== Segment start ==

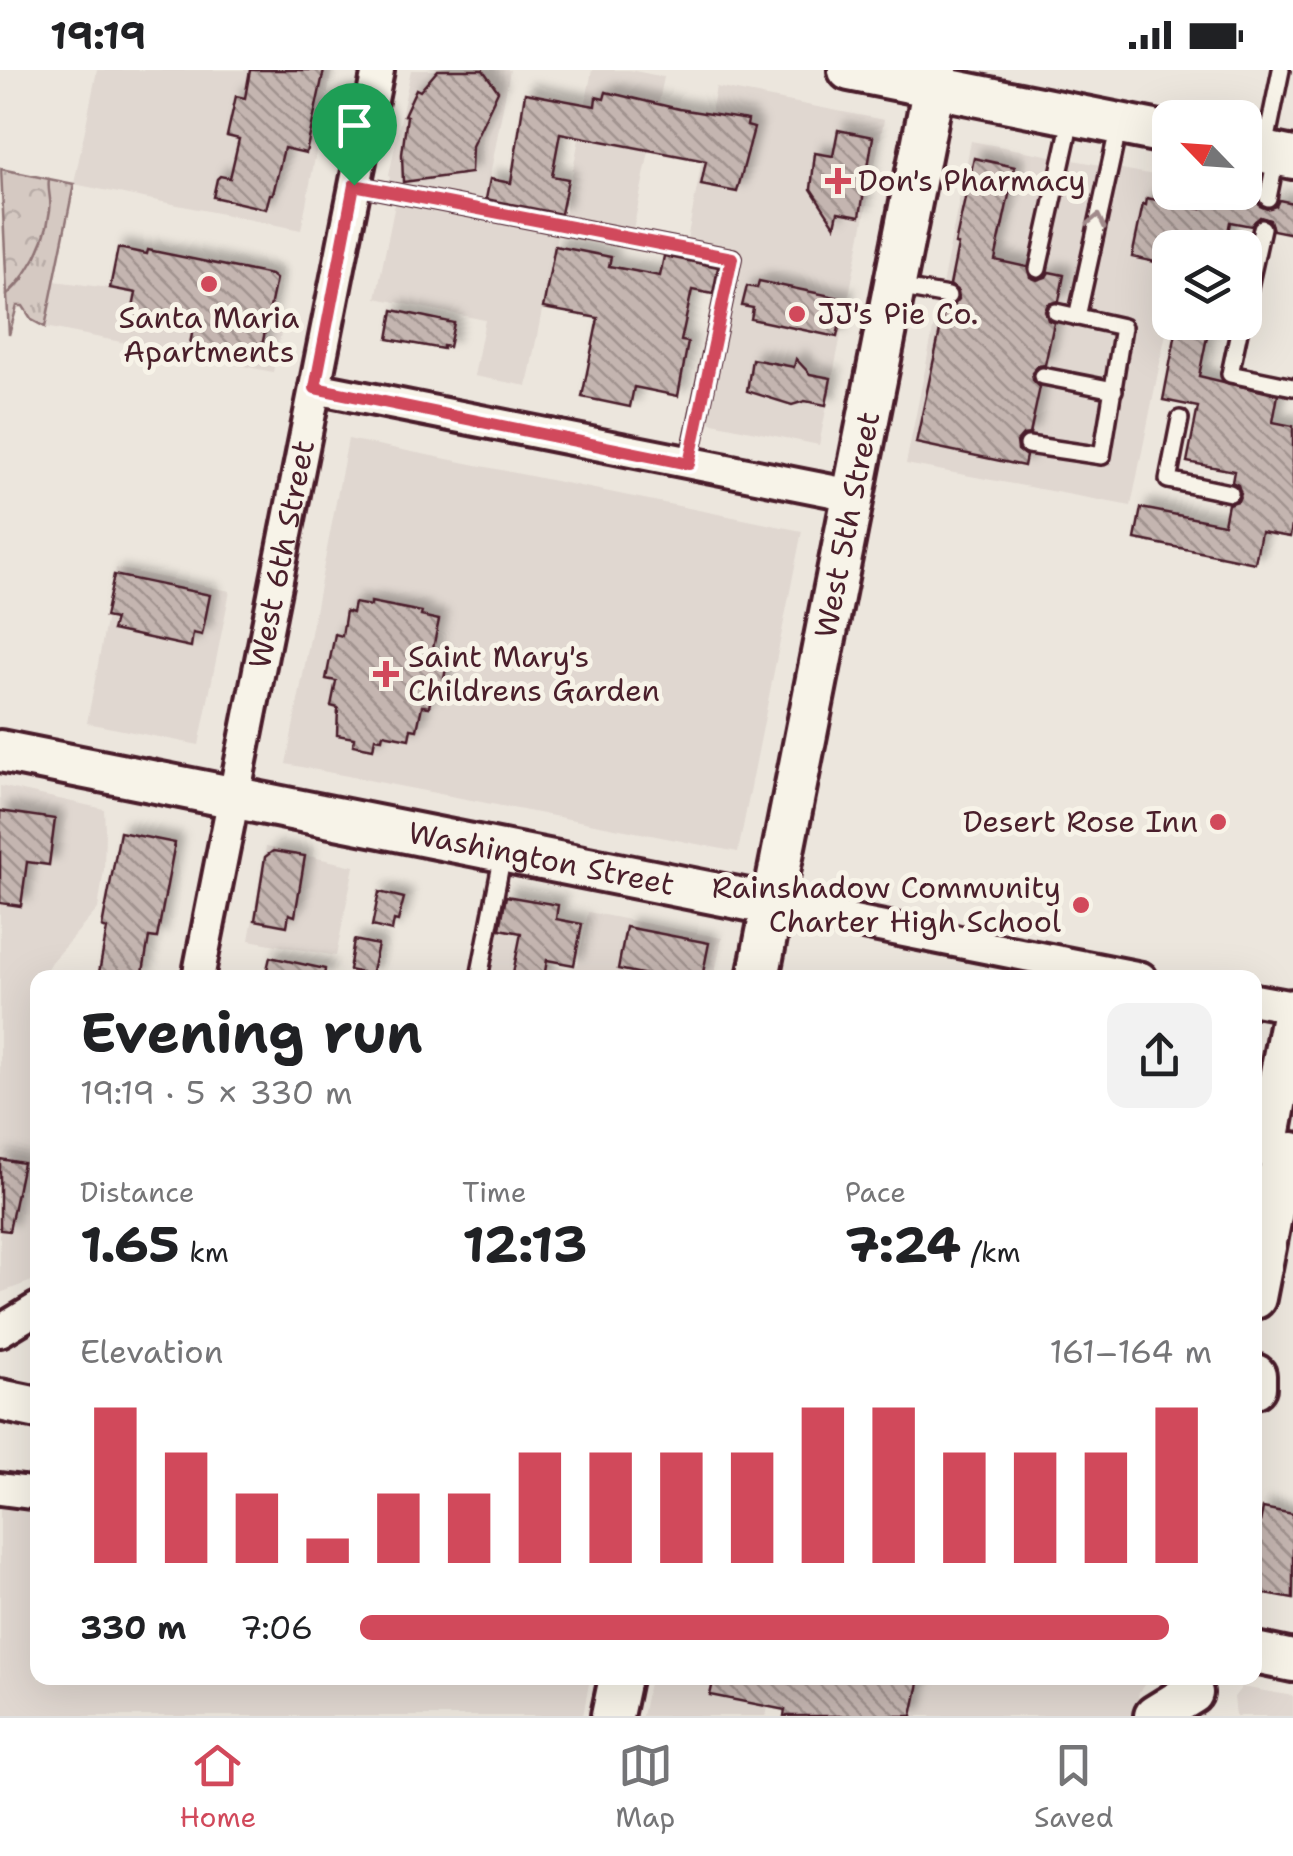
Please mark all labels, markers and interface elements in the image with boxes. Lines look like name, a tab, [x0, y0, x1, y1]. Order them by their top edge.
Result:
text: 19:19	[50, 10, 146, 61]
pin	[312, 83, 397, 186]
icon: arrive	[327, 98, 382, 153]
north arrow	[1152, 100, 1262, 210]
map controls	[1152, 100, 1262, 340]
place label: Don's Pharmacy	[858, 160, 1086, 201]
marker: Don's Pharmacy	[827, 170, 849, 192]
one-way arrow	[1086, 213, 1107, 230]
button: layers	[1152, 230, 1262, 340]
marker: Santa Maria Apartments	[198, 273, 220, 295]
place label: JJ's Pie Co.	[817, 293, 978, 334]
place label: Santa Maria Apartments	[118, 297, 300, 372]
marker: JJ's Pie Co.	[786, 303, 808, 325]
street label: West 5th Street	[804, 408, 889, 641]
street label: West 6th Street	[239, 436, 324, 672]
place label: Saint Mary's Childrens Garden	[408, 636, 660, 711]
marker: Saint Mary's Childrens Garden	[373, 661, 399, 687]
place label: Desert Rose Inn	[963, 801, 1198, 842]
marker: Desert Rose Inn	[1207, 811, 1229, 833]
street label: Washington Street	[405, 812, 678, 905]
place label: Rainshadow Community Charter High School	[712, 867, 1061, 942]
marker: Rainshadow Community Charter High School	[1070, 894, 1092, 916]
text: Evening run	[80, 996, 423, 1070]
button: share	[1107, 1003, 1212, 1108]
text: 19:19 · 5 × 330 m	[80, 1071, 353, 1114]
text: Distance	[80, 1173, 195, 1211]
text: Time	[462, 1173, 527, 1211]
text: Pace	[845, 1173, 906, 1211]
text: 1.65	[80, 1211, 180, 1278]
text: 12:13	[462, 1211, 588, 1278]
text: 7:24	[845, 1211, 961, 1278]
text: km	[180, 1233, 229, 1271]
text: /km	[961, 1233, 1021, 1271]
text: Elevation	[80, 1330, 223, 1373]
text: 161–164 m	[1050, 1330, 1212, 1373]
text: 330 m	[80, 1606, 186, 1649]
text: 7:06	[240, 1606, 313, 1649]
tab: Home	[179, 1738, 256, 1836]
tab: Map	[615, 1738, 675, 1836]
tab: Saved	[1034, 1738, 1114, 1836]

== Segment end ==

TO DO: Could you restate every record above word for word, dropping the pictures?

EXERCISE ANSWER:
Please mark all labels, markers and interface elements in the image with boxes. Lines look like name, a tab, [x0, y0, x1, y1]. Order them by their top edge.
Result:
text: 19:19	[50, 10, 146, 61]
pin	[312, 83, 397, 186]
icon: arrive	[327, 98, 382, 153]
north arrow	[1152, 100, 1262, 210]
map controls	[1152, 100, 1262, 340]
place label: Don's Pharmacy	[858, 160, 1086, 201]
marker: Don's Pharmacy	[827, 170, 849, 192]
one-way arrow	[1086, 213, 1107, 230]
button: layers	[1152, 230, 1262, 340]
marker: Santa Maria Apartments	[198, 273, 220, 295]
place label: JJ's Pie Co.	[817, 293, 978, 334]
place label: Santa Maria Apartments	[118, 297, 300, 372]
marker: JJ's Pie Co.	[786, 303, 808, 325]
street label: West 5th Street	[804, 408, 889, 641]
street label: West 6th Street	[239, 436, 324, 672]
place label: Saint Mary's Childrens Garden	[408, 636, 660, 711]
marker: Saint Mary's Childrens Garden	[373, 661, 399, 687]
place label: Desert Rose Inn	[963, 801, 1198, 842]
marker: Desert Rose Inn	[1207, 811, 1229, 833]
street label: Washington Street	[405, 812, 678, 905]
place label: Rainshadow Community Charter High School	[712, 867, 1061, 942]
marker: Rainshadow Community Charter High School	[1070, 894, 1092, 916]
text: Evening run	[80, 996, 423, 1070]
button: share	[1107, 1003, 1212, 1108]
text: 19:19 · 5 × 330 m	[80, 1071, 353, 1114]
text: Distance	[80, 1173, 195, 1211]
text: Time	[462, 1173, 527, 1211]
text: Pace	[845, 1173, 906, 1211]
text: 1.65	[80, 1211, 180, 1278]
text: 12:13	[462, 1211, 588, 1278]
text: 7:24	[845, 1211, 961, 1278]
text: km	[180, 1233, 229, 1271]
text: /km	[961, 1233, 1021, 1271]
text: Elevation	[80, 1330, 223, 1373]
text: 161–164 m	[1050, 1330, 1212, 1373]
text: 330 m	[80, 1606, 186, 1649]
text: 7:06	[240, 1606, 313, 1649]
tab: Home	[179, 1738, 256, 1836]
tab: Map	[615, 1738, 675, 1836]
tab: Saved	[1034, 1738, 1114, 1836]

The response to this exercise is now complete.